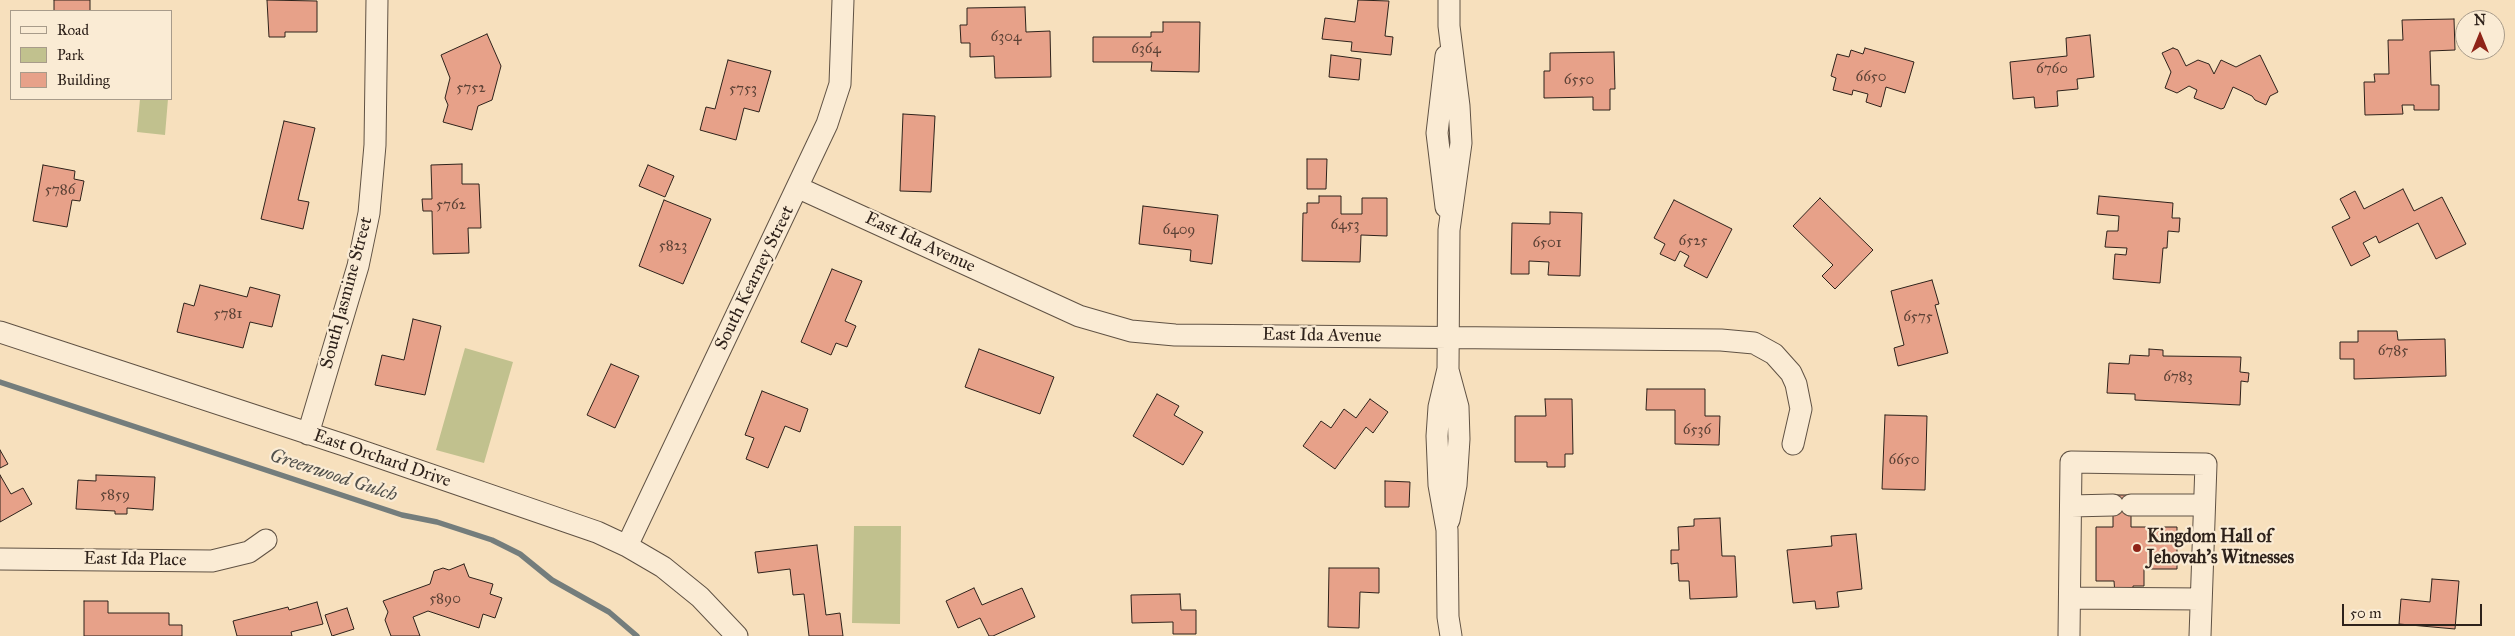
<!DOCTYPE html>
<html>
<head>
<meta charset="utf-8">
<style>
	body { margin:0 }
	#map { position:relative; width:2515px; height:636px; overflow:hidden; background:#f7e0bd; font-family:"IM FELL Great Primer",serif }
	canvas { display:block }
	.legend { position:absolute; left:10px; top:10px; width:162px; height:90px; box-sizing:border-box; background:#faebd4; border:1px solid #a89b8a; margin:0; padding:6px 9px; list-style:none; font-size:15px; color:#2e221b }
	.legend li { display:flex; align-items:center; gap:10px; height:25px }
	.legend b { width:25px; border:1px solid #a89b8a }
	.north { position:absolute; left:2455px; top:10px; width:50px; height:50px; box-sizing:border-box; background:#faebd4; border:1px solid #a89b8a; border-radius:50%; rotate:0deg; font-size:14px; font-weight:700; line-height:20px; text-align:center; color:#2e221b }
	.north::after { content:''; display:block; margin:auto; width:18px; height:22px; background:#8f2418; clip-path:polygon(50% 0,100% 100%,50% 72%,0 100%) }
	.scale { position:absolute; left:2342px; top:604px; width:140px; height:22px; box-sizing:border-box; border:2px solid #2e221b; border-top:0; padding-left:6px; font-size:15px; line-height:18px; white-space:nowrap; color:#2e221b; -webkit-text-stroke:4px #faebd4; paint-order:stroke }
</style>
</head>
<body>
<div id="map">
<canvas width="2515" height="636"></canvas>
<ul class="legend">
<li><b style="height:6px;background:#faebd4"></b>Road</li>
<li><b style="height:14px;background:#c1c18e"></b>Park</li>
<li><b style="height:14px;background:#e7a189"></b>Building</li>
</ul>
<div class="north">N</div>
<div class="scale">50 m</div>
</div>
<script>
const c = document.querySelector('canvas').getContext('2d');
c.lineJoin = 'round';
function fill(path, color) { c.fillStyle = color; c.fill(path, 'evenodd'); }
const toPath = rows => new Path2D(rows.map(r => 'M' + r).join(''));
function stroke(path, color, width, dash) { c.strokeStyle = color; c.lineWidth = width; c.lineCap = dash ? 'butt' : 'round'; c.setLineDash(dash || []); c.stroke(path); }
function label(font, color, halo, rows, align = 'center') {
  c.font = font + ' "IM FELL Great Primer",serif'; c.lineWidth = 4.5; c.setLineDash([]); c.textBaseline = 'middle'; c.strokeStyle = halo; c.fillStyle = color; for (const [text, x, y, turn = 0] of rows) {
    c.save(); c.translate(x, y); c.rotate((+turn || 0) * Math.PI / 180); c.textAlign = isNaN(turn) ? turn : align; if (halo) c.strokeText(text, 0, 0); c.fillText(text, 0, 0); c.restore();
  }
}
const green = toPath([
	[140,99,168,99,165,135,137,132],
	[465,348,513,362,484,463,436,450],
	[854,526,901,526,900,624,852,623]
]);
const stream = toPath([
	[0,382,402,515,437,522,492,540,520,554,552,580,609,612,637,636]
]);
const building = toPath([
	[54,0,90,0,90,11,54,11,54,0],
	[267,0,317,1,317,32,285,32,285,37,269,37,267,0],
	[1358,0,1389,1,1385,36,1393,37,1391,55,1351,51,1352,42,1322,39,1325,18,1355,22,1358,0],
	[1025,7,1026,32,1050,31,1051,77,995,78,994,56,970,57,970,43,961,43,960,25,967,25,967,8,1025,7],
	[2454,19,2455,50,2430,51,2431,85,2439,85,2439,110,2414,110,2414,105,2402,105,2403,114,2365,115,2364,82,2375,82,2374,74,2389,74,2388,40,2403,40,2402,20,2454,19],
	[1163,22,1200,22,1199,72,1151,71,1152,62,1093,62,1093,37,1151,37,1151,32,1163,32,1163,22],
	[487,34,501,66,492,100,478,106,472,130,443,122,448,105,445,98,450,78,441,55,487,34],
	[2090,35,2094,77,2077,79,2078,89,2057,91,2058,106,2035,108,2034,97,2013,99,2010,62,2067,56,2066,38,2090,35],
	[1865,48,1914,62,1905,93,1886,87,1881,107,1866,102,1868,94,1853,90,1852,95,1833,90,1836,78,1831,76,1837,54,1849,57,1851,50,1863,54,1865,48],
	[2173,48,2178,50,2186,66,2198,60,2209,64,2214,74,2221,60,2236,67,2260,55,2278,92,2270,96,2266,105,2255,100,2252,96,2233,87,2224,108,2221,109,2194,98,2197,90,2189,86,2177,93,2165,88,2171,72,2162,53,2173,48],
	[1614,52,1615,89,1610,89,1610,110,1593,110,1593,97,1544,98,1544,71,1550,71,1550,53,1614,52],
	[1331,55,1361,59,1359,80,1329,77,1331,55],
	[728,60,771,71,759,112,744,108,736,140,700,130,706,107,715,109,728,60],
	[903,114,935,116,931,192,900,191,903,114],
	[284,121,315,128,298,200,309,202,303,229,261,219,284,121],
	[1307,159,1327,159,1326,189,1307,189,1307,159],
	[462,164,462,184,479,184,481,228,468,228,469,253,433,254,432,211,423,211,422,199,432,199,431,165,462,164],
	[43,165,75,171,74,179,84,181,80,201,72,200,67,227,33,221,43,165],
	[648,165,674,176,665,197,639,186,648,165],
	[2403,189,2414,211,2442,197,2466,244,2436,259,2418,223,2379,243,2376,236,2363,243,2370,256,2351,266,2332,227,2350,218,2340,199,2355,191,2364,209,2403,189],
	[1319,196,1341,196,1341,214,1362,214,1362,198,1387,198,1387,236,1361,235,1360,262,1302,261,1303,213,1307,213,1307,203,1319,203,1319,196],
	[2099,196,2173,203,2172,218,2180,218,2179,232,2168,231,2167,248,2163,248,2160,283,2113,279,2115,254,2126,255,2127,248,2105,247,2107,231,2118,231,2119,216,2097,214,2099,196],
	[1820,198,1873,250,1835,289,1822,276,1833,265,1793,226,1820,198],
	[664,200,711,219,683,284,639,266,664,200],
	[1674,200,1732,229,1707,278,1684,266,1689,256,1680,251,1675,261,1660,254,1665,244,1654,238,1674,200],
	[1143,206,1218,215,1212,264,1190,261,1191,250,1139,244,1143,206],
	[1550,212,1582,213,1580,276,1548,275,1549,262,1529,261,1529,274,1511,274,1512,223,1550,224,1550,212],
	[832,269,862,281,845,321,856,326,847,347,836,343,831,355,801,342,832,269],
	[1932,280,1939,304,1935,305,1948,353,1898,366,1894,348,1904,345,1891,291,1932,280],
	[200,285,247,297,250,287,280,295,272,327,250,322,243,348,177,332,184,303,194,306,200,285],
	[413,319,441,326,425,395,375,385,382,355,404,360,413,319],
	[2358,331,2397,331,2398,340,2445,339,2446,376,2354,379,2354,359,2340,359,2340,342,2358,342,2358,331],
	[979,349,1054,377,1040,414,965,387,979,349],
	[2149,349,2163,350,2163,356,2241,357,2240,372,2249,373,2248,382,2241,381,2240,405,2135,400,2135,394,2107,393,2109,363,2129,364,2130,355,2149,356,2149,349],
	[611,364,639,376,615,428,587,415,611,364],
	[1647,389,1705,389,1705,416,1720,416,1719,445,1675,444,1675,410,1646,410,1647,389],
	[762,391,808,409,800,432,785,426,768,468,746,459,754,438,745,435,762,391],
	[1157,394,1179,406,1174,415,1203,432,1183,465,1133,436,1157,394],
	[1370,399,1388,412,1373,433,1366,427,1335,469,1303,446,1321,421,1331,428,1344,409,1356,418,1370,399],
	[1545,399,1572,399,1573,454,1565,454,1565,467,1547,467,1547,462,1515,462,1515,416,1546,416,1545,399],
	[1885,415,1927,416,1925,490,1882,489,1885,415],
	[0,450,8,464,0,468,0,450],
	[0,475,11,494,23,488,32,504,0,522,0,475],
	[96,475,155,477,153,510,127,508,127,514,115,514,115,511,76,509,78,480,96,481,96,475],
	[1385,481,1410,482,1409,507,1385,507,1385,481],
	[2113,495,2131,495,2131,527,2177,527,2177,569,2144,569,2144,586,2133,586,2133,595,2115,595,2114,581,2096,581,2096,527,2113,527,2113,495],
	[1720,518,1722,556,1735,556,1737,597,1690,599,1689,581,1679,581,1678,563,1671,564,1671,550,1679,550,1678,527,1694,526,1694,519,1720,518],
	[1856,534,1862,589,1837,592,1839,607,1816,609,1815,601,1793,603,1787,550,1832,546,1831,536,1856,534],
	[817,545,826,615,840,613,843,636,809,636,804,594,793,595,790,569,758,573,755,552,817,545],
	[464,564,469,577,493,584,490,594,502,598,495,618,483,614,479,628,428,611,413,617,420,636,391,636,385,620,388,612,383,601,430,584,434,571,443,568,449,570,464,564],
	[1329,568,1379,568,1379,593,1360,592,1359,628,1328,627,1329,568],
	[2432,579,2459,581,2455,629,2399,624,2401,599,2430,602,2432,579],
	[974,588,982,605,1022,588,1035,617,993,636,989,636,980,618,958,628,946,601,974,588],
	[1180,594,1181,610,1196,610,1196,634,1173,634,1173,622,1132,623,1131,595,1180,594],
	[84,601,108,601,108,613,169,613,169,625,182,625,182,636,84,636,84,601],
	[317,602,323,624,291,632,292,636,237,636,233,621,288,607,289,610,317,602],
	[347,608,354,629,332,636,325,615,347,608]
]);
const minor = toPath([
	[1449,0,1449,26,1459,106,1461,143,1449,230,1448,369,1439,407,1437,436,1439,485,1447,530,1448,617,1451,636],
	[1446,56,1437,133,1446,207],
	[799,188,1079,316,1131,331,1175,335,1721,340,1754,343,1774,354,1791,373,1796,384,1801,409,1793,444],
	[0,332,344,445,597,532,627,546,663,567,700,597,737,636],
	[1448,370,1458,407,1459,439,1456,485,1449,520],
	[308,434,358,266,369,213,375,145,377,0],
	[2131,505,2204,505],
	[2071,506,2113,505],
	[627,546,827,124,840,84,843,0],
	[0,559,212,561,249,552,266,540],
	[2070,598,2201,599],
	[2069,636,2071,462,2206,464,2200,636]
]);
const markers = [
	[2137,548,5,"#8f2418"]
];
const numberNames = [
	["6304",1006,37],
	["6364",1146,49],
	["6760",2052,69],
	["6650",1871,77],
	["6550",1579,80],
	["5752",471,88],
	["5753",743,89],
	["5786",60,190],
	["5762",451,205],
	["6453",1345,225],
	["6409",1179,230],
	["6525",1693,241],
	["6501",1547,243],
	["5823",673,246],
	["5781",228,314],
	["6575",1918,317],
	["6785",2393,351],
	["6783",2178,377],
	["6536",1697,430],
	["6650",1904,460],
	["5859",115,495],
	["5890",445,599]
];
const streetNames = [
	["East Ida Avenue",920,243,25],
	["South Kearney Street",755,278,-64],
	["South Jasmine Street",347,293,-75],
	["East Ida Avenue",1322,336,1],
	["East Orchard Drive",382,459,19],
	["East Ida Place",135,560,1]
];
const poiNames = [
	["Kingdom Hall of",2147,538],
	["Jehovah's Witnesses",2147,559]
];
const waterNames = [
	["Greenwood Gulch",333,476,18]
];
fill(green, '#c1c18e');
stroke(stream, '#747d7c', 5.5);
fill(building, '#e7a189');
stroke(building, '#2e221b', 1);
stroke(minor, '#605244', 23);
stroke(minor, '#faebd4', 21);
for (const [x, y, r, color] of markers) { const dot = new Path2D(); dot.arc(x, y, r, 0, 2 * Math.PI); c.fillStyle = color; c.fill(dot); stroke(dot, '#faebd4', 2); }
label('15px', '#5c4236', null, numberNames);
label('18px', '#2e221b', '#faebd4', streetNames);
label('bold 18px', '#2e221b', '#faebd4', poiNames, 'left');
label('italic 19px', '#51504b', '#faebd4', waterNames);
</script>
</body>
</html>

• _HOW TO COMPLETE THIS TASK_: Give the lines exactly as they stand, from the line with "for (const [x, y, r, color]" through the end of the material.

• _RESPONSE TO THIS TASK_:
for (const [x, y, r, color] of markers) { const dot = new Path2D(); dot.arc(x, y, r, 0, 2 * Math.PI); c.fillStyle = color; c.fill(dot); stroke(dot, '#faebd4', 2); }
label('15px', '#5c4236', null, numberNames);
label('18px', '#2e221b', '#faebd4', streetNames);
label('bold 18px', '#2e221b', '#faebd4', poiNames, 'left');
label('italic 19px', '#51504b', '#faebd4', waterNames);
</script>
</body>
</html>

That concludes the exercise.